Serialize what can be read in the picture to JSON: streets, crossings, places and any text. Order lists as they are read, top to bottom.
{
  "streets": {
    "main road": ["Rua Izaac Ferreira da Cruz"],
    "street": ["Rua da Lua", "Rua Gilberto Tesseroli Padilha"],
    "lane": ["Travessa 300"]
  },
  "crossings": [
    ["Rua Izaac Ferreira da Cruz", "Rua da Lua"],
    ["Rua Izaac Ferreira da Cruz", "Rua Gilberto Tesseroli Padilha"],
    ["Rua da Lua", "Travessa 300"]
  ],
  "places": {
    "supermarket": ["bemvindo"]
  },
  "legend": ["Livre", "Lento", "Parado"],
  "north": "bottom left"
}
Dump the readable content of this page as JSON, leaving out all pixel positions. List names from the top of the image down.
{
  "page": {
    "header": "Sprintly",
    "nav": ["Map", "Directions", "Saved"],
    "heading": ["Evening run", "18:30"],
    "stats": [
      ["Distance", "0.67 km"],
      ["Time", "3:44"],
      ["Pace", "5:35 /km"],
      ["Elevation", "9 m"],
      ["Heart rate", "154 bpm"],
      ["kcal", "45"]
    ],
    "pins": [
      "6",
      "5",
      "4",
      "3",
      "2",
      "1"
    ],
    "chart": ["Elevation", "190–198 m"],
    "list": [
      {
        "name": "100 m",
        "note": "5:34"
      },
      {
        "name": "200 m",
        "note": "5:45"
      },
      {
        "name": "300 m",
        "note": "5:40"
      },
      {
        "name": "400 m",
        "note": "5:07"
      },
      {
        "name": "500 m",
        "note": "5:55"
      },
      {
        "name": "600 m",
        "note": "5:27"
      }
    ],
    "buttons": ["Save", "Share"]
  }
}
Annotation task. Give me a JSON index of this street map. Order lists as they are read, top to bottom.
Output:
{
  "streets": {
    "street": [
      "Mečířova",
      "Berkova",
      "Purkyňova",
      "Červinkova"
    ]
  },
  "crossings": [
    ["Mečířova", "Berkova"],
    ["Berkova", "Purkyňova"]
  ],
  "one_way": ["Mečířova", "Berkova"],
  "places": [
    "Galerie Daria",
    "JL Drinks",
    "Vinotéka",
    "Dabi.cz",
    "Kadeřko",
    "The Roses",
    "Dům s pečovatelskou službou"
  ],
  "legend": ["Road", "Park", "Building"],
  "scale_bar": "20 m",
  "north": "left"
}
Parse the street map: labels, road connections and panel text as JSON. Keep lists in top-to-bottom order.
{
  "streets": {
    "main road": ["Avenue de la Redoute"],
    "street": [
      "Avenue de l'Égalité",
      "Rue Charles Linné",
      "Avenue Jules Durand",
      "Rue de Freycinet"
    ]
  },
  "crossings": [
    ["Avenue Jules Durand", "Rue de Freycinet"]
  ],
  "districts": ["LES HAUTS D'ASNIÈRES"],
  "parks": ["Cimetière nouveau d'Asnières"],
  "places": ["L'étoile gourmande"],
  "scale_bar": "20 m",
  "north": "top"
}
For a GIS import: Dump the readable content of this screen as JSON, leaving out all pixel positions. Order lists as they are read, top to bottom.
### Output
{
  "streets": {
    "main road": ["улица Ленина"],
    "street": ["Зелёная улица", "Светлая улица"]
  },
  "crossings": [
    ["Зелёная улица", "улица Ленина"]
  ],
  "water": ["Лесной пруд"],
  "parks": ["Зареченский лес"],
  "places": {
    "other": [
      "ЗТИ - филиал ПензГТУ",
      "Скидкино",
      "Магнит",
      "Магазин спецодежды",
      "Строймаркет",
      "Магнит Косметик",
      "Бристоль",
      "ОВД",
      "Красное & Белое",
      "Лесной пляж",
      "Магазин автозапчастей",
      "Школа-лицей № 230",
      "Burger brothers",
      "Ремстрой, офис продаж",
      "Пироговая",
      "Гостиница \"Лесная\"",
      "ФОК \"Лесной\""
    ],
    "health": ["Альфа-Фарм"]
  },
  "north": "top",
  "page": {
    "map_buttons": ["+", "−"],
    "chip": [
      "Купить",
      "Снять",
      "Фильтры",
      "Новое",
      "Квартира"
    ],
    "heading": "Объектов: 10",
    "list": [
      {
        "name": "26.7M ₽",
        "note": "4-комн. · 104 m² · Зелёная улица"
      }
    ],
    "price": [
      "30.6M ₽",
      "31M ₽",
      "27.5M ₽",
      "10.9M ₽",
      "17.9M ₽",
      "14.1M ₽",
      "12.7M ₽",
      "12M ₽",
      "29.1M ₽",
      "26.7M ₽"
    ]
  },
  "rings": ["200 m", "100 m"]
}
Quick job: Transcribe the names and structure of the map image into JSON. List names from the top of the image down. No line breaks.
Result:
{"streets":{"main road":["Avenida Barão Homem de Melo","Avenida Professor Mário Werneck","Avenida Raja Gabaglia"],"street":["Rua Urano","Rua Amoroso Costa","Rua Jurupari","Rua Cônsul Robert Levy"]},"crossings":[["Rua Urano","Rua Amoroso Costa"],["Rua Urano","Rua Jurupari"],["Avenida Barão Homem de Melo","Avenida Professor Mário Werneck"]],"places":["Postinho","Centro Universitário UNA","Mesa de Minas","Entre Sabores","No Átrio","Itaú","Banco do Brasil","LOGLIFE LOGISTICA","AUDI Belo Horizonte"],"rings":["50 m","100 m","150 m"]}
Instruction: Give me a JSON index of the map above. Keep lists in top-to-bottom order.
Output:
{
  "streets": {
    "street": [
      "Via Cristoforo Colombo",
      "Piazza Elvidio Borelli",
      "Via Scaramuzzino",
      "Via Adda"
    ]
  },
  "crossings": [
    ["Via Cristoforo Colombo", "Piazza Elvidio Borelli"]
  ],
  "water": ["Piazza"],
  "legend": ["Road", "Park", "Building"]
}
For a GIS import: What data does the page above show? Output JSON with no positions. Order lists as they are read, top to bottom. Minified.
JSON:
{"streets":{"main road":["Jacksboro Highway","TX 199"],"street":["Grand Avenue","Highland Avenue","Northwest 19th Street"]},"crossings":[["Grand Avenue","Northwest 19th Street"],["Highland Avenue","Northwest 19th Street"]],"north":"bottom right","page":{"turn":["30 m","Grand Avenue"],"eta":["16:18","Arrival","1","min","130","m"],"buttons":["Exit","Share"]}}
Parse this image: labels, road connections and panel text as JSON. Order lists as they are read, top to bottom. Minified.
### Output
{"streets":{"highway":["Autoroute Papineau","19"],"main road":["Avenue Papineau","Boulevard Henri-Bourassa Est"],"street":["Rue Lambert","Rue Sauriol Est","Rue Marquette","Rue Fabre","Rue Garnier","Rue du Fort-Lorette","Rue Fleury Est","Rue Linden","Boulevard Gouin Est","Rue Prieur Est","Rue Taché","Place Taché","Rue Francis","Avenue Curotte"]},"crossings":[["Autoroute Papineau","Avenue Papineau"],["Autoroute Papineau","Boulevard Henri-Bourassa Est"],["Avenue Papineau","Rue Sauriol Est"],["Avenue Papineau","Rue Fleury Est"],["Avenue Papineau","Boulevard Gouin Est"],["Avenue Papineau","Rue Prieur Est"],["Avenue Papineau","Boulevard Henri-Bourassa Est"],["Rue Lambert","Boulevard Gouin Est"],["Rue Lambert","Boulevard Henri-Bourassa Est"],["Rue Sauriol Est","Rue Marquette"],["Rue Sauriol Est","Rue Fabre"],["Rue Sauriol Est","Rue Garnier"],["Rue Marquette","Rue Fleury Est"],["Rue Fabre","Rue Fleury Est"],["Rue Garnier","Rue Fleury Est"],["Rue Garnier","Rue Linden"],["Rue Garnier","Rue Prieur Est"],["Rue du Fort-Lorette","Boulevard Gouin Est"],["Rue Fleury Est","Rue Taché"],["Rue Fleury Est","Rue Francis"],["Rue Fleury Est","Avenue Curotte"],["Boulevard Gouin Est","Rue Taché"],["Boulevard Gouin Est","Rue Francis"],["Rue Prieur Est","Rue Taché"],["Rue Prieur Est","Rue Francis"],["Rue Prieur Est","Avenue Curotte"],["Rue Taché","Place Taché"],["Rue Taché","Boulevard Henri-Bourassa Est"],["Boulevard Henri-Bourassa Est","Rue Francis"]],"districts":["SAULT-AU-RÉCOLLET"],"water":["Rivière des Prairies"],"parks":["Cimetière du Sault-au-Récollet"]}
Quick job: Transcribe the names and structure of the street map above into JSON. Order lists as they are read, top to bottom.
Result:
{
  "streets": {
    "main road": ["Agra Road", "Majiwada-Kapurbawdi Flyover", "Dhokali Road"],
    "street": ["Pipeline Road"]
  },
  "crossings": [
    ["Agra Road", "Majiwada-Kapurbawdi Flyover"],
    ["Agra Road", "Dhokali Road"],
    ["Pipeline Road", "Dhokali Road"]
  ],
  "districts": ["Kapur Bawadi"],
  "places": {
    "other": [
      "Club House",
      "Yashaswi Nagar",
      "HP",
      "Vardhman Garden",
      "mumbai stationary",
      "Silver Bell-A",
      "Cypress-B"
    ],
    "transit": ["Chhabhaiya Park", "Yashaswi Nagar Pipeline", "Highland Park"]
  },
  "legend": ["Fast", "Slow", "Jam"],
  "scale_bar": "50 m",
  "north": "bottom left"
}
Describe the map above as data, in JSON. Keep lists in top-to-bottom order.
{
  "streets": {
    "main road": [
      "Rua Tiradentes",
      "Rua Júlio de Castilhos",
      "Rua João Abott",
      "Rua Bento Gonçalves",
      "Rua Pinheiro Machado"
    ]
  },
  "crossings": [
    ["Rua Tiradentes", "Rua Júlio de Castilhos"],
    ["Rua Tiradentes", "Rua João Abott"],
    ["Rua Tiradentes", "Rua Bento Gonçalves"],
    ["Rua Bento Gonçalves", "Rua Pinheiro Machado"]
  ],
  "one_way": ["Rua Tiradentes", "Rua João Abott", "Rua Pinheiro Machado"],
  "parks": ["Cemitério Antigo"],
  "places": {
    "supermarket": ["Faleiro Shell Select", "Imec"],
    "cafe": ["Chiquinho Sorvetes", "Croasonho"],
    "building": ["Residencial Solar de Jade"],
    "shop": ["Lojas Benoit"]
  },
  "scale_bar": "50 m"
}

◆ **WHAT YOU WILL DO**
For every line in the listing above that mentions the word "Transcribe", make a copy.

◆ **EXERCISE RESPONSE**
Quick job: Transcribe the names and structure of the map image into JSON. List names from the top of the image down. No line breaks.
Quick job: Transcribe the names and structure of the street map above into JSON. Order lists as they are read, top to bottom.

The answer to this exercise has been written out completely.